In honor of the longest day of the year, Seattle's Fremont neighborhood lives up to its self-anointed claim as the center of the universe by hosting the Fremont Solstice Parade, with giant puppets, exotic dancers and merry mayhem. Hard to believe, but Saturday marks the 20th parade. We have to thank for that founders Peter Toms and Barbara Luecke, the artists who started it all back in 1989. Here's how and why they do it:
Q: How does it feel to be the inventors of an event that's now a Seattle icon, a summer tradition?
P.T.: We had good reason to suspect the parade would be successful because we had already experienced how rewarding this kind of event can be for both participants and spectators.
B.L.: Years ago, we were both active in a carnival parade in Santa Barbara. We transplanted the seeds here because we especially missed the art-lab experience of the public workshops.
Q: Why bring it here?
P.T.: Because it needed doing. Outside of paid commercial events like football games, there was no reason to get lots of people together outside. We wanted a celebration of joyful freedom with a capital F. We live such controlled lives. It's great that, for a few hours, people can experience real, unmitigated free expression.
Q: The parade is open to anybody and you can sign up for a pre-parade workshop and learn how to make costumes, floats, puppets, whatever. How are some of those really big puppets made?
B.L.: Different techniques. Most of them are papier-mâché, but some are using lightweight foam now. People also use silk batik on a frame, which billows nicely.
Q: What's the infrastructure made of?
B.L.: PVC pipe, bamboo, cardboard, backpack frames. You have to be aware of the weight and the center of gravity.
Q: Peter, your medium is a pair of stilts.
P.T.: I learned how to walk on stilts about the second or third parade and now use stilts that are 44 inches tall. I encourage stilt walking because it's a physical skill nearly anyone can master, and you get the best views. I also have the best job — the ringmaster. I lead the parade until we get to the Center of the Universe (by the Lenin statue, Fremont Avenue and 35th Avenue Northwest).
Q: What are your duties there?
P.T.: I'm one of the MCs and give a running commentary on what I'm seeing.
Q: So you're what broadcasters call the color guy.
P.T.: More like the off-color guy. I'm familiar with a lot of the floats but there's always something that surprises me. You never know what's going to show up on parade morning.
Q: Like what?
P.T.: Last year there was the King Kong float from Los Angeles. They had Fay Wray, the airplanes, all of it. And it's good to welcome back the long-standing community groups that take part — belly dancers, samba bands, steel drums.
Q: And the bikers. I promise not to dwell on the topic but I have to ask about the naked bicycle riders.
P.T.: I have mixed feelings about all of that because we're known across the country as that naked parade and it's so much more than that. At the same time, the bikers have grown into a most unusual art form. It started out with some boys and a few women being naughty by taking off their drawers, but now their bodies are the canvas. Last year, there were honeybee bikers and six people formed an American flag. It's become a great part of the free expression that we're cultivating.

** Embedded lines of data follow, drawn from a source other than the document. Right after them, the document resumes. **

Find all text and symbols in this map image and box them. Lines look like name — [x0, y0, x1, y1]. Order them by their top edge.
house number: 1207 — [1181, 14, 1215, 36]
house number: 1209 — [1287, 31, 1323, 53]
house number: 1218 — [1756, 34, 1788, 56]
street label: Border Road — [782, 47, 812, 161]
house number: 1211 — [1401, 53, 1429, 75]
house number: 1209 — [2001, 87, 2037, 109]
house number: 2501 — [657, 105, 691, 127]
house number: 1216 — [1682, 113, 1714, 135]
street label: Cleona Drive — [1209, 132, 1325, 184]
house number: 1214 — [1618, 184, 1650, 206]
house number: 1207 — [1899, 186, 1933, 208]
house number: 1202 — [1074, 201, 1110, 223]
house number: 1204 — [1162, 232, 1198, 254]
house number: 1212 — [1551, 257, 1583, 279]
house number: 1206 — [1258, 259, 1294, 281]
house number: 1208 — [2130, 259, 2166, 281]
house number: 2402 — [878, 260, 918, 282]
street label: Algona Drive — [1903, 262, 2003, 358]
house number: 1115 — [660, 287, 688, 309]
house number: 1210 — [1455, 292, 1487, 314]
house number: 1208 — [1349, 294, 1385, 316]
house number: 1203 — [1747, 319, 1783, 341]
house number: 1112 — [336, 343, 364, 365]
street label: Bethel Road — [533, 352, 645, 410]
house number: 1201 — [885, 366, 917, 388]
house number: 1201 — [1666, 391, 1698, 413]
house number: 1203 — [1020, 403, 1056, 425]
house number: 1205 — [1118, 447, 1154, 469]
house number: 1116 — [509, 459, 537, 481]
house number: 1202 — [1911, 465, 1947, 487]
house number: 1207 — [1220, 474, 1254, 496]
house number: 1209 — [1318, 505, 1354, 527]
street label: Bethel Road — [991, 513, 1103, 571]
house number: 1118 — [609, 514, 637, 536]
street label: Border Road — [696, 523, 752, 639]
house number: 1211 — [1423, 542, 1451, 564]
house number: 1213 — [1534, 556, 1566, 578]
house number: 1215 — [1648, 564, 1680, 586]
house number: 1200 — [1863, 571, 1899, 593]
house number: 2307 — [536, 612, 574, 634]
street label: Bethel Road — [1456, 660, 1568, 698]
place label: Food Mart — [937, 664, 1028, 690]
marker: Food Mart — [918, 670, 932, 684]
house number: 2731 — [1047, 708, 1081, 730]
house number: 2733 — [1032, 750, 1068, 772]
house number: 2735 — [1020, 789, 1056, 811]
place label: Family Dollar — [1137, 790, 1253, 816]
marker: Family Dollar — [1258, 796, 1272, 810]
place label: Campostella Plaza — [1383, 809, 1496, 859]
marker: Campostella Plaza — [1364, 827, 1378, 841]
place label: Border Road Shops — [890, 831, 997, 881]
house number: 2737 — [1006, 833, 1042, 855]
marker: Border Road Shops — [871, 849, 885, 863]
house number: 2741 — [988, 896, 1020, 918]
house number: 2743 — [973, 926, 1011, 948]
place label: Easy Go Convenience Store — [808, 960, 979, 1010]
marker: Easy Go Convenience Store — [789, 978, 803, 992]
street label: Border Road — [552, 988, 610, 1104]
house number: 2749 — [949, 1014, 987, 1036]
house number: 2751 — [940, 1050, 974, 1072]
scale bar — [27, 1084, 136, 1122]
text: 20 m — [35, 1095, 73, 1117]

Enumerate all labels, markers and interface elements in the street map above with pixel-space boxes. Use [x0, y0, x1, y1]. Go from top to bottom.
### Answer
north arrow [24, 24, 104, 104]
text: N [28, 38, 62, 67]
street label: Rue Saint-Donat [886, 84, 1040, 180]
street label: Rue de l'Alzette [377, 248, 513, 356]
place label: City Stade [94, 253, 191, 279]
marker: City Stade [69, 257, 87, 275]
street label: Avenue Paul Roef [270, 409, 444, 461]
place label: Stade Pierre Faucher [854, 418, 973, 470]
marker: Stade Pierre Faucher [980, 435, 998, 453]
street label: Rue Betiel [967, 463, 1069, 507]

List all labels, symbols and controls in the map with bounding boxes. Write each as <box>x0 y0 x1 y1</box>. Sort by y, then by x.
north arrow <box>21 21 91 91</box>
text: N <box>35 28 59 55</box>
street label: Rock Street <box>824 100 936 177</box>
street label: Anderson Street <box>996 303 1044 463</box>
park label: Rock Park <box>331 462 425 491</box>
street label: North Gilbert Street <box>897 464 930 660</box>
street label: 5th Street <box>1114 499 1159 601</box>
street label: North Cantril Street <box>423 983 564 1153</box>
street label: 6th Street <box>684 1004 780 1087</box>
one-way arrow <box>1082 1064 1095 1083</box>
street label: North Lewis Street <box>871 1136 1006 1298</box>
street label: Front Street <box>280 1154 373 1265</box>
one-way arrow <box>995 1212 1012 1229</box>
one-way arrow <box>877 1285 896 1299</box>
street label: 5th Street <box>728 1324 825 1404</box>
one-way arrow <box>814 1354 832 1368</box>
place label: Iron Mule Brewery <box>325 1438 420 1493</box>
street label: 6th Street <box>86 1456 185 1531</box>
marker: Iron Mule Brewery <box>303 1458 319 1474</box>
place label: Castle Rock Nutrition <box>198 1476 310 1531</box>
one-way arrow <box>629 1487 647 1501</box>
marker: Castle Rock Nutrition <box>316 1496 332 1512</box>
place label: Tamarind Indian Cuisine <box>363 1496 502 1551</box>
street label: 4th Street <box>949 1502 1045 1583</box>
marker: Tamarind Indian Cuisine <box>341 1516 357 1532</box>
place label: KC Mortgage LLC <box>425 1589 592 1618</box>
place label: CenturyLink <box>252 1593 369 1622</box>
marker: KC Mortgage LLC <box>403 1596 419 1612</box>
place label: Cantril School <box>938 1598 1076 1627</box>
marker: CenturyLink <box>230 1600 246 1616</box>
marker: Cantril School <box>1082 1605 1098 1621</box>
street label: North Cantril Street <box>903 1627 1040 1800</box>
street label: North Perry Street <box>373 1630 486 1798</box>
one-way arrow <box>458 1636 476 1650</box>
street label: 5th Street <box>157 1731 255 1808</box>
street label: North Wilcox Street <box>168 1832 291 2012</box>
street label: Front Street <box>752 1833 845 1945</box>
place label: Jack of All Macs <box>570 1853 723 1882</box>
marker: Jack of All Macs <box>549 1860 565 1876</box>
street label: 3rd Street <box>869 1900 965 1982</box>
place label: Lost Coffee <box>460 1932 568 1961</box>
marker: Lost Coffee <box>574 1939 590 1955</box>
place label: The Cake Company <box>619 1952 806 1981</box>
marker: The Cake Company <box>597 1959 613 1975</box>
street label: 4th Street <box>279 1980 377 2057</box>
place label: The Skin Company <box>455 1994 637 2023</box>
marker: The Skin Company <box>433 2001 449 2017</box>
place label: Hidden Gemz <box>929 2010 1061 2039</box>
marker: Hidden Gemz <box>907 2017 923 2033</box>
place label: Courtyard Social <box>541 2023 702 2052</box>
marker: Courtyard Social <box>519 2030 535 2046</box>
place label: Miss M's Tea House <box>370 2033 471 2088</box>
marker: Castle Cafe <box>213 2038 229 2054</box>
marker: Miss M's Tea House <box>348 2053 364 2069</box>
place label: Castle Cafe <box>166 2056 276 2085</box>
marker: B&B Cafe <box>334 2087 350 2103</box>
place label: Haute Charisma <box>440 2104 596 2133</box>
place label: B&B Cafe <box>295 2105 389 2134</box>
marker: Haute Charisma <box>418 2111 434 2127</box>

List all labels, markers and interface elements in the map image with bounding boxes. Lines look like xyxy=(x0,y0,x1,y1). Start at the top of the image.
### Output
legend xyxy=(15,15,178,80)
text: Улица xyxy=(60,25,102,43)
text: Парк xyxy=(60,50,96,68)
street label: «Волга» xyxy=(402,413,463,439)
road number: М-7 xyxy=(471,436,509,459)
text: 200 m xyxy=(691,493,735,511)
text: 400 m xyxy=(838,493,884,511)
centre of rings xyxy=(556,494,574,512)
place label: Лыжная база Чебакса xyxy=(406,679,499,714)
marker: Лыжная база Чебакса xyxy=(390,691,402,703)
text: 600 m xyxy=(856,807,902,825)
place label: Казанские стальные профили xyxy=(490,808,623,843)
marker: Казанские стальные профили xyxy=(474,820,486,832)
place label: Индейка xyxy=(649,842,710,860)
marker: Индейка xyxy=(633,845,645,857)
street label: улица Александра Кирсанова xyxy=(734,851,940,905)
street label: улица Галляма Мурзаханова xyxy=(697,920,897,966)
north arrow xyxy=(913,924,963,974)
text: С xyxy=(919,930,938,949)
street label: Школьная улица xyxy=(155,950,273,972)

Q: Even with the bikers, the parade feels family friendly.
B.L.: There's a core group of people that comes back year after year and their children have grown up with the parade. My kids have. My son, who's now in college, has been in all the parades. For them, it's just normal for people to think up large, wild ideas and pull them off in front of a happy crowd.
Q: It must take a lot of organizing and work.
B.L.: Just getting the volunteers together in the workshops takes a lot of people, then we have to raise money to pay for things like Porta Potties, fencing, insurance, permits. Just because it's wacky doesn't mean it's free.
Q: Hence the iconic Green Hat that's passed along the route?
P T.: The Green Hat is a direct link that allows people to donate and keep the Solstice Parade rolling.
Q: This is what you'd call your interactive parade.
P.T.: By design. We want to blur the line between audience and performer. In most parades, people go by on their floats and wave. We're encouraging people to have a shtick that gets them into the crowd. It's supposed to be a two-way conversation, and if we do that, we've done our job.